De esta ley de verdad se desprende que debemos compartir
nuestros deberes (nuestro Sollen) reconociendo su
objetividad y su poder de aplicación. Esta ley es obedecida y
reconocida como tal y como común a todos nosotros,
incluso si no estamos conscientes de obedecer a esta ley.
La filosofía, entendida como una disciplina, no tiene
solamente que describir las condiciones del reconocimiento
de nosotros mismos en el uso de este juicio, en tanto que
muestra los hechos biológicos, psicológicos, sociológicos y
lingüísticos, los cuales están asegurando el uso del juicio
como conditio sine qua non de nuestra existencia. La filosofía
también tiene que demostrar cómo podemos estar
conscientemente obligados a hacer lo que normalmente
sólo nos sentimos forzados inconscientemente: esta
necesidad de utilizar nuestro juicio filosófico puede y debe
ser otorgada a nosotros como el derecho a ser lo que
tenemos que ser. La cuestión antropológica que está aquí en
juego es aquella de la forma filosófica inconsciente y
consciente de utilizar nuestro juicio de la verdad para poder
vivir, es la única manera que tenemos a disposición para
quedar completamente harmonizados con nosotros
mismos, con nuestro mundo y con nuestros interlocutores
!86
sociales. La paridad entre los hombres y las mujeres se basa
en este uso del juicio de la verdad. Este uso es consagrado
en su fuente lingüística y ninguna convención política o
consenso cultural y religioso tiene el derecho a negar a la
mujer la misma habilidad que es reconocida en el hombre:
su igual habilidad de juzgar sobre la objetividad de sus
propias condiciones de vida. Robar a la mujer su facultad de
juicio es robar lo que se le permite vivir. Es robar sus vidas.

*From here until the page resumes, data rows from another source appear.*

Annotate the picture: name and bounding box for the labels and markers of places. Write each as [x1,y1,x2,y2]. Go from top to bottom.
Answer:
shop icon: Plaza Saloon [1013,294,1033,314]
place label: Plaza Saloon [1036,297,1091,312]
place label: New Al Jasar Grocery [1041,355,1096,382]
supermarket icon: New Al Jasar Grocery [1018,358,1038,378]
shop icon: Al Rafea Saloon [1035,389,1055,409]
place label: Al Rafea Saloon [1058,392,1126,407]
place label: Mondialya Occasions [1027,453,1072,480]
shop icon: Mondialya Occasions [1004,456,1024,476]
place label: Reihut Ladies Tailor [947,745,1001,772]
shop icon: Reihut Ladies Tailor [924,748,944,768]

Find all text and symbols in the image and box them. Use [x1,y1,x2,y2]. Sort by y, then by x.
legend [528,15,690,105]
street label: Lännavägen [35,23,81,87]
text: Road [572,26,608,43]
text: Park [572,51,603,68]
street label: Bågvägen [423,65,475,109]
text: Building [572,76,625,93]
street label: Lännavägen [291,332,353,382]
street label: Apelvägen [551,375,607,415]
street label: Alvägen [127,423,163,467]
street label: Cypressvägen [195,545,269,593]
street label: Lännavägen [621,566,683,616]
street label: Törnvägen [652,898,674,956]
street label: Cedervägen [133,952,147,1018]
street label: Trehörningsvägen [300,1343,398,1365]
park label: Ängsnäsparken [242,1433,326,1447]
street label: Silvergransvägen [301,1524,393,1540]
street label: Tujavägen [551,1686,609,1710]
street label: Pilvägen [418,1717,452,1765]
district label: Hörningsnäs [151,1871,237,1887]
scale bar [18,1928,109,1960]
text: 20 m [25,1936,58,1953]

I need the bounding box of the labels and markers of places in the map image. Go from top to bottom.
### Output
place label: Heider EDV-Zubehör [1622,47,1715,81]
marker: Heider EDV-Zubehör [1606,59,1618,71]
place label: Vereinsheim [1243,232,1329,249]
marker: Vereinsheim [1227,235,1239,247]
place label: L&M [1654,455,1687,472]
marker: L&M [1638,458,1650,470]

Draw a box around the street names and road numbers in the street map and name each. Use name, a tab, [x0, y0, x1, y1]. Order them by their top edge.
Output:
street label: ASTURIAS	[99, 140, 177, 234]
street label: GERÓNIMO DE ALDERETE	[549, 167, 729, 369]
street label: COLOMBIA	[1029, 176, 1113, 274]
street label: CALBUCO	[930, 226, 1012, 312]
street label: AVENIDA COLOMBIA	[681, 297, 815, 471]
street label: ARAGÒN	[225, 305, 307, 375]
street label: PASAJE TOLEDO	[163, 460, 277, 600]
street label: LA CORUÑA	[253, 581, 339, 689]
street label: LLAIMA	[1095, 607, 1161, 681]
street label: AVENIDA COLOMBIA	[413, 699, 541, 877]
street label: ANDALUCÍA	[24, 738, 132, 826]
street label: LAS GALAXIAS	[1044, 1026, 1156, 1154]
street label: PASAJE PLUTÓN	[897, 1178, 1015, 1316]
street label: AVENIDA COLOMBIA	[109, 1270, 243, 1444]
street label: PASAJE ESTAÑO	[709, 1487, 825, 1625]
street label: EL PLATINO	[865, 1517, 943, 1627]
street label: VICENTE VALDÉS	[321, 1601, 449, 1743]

¿Pero cómo este uso filosófico del juicio ya trabaja en
nuestra vida diaria y en este contexto de una injusta
globalización neoliberal aunque no estemos necesariamente
conscientes de esto, y aunque este uso colectivo de juicio
todavía no se complete de forma teórica y práctica, como, o
sea, en su aplicación social?
Este uso de juicio filosófico ya está ocurriendo en cada
negociación entre gerentes y trabajadores en donde la
redistribución de salarios, bienes y valores sociales toma
lugar de forma crítica y objetiva para superar la injusticia y
exclusión capitalista avanzada. Pero el también ocurre
cuando estamos juzgando la injusticia social que es
producida por la privación de los derechos cívicos y el
proceso de exclusión, el cual se convierte seriamente en una
amenaza en las sociedades industriales. Esto está ocurriendo
cuando estamos juzgando la explotación del Tercer Mundo
por las sociedades industrialmente avanzadas y cuando
consideramos esta explotación como una forma de robar
las materias primas y las fuerzas de trabajo de estos países
de acuerdo a los principios de rentabilidad. Esto ocurre
cuando estamos juzgando los ataques especulativos contra
los valores financieros como formas eficientes de robar los
Estado-Nación y a todos nosotros. La única cosa que está
!87
cambiando cuando vemos este reconocimiento de una
forma falsa de vivir como un efecto de nuestro uso
individual y colectivo del juicio filosófico, es que nos vemos
obligados a ver estas acciones escandalosas como creando
alguna situación que tiene que desaparecer, porque están
realizando acciones en las que somos incapaces de
reconocernos. Estos hechos son como otros hechos: ellos
no tienen valores y no existen por ellos mismos, ellos no
están hablando de forma animista e imponiendo su propia
verdad a nosotros como los pragmáticos podrían creer que
ellos hacen. Pero tienen que ser juzgados como nuestras
condiciones objetivas de existencia para realmente existir.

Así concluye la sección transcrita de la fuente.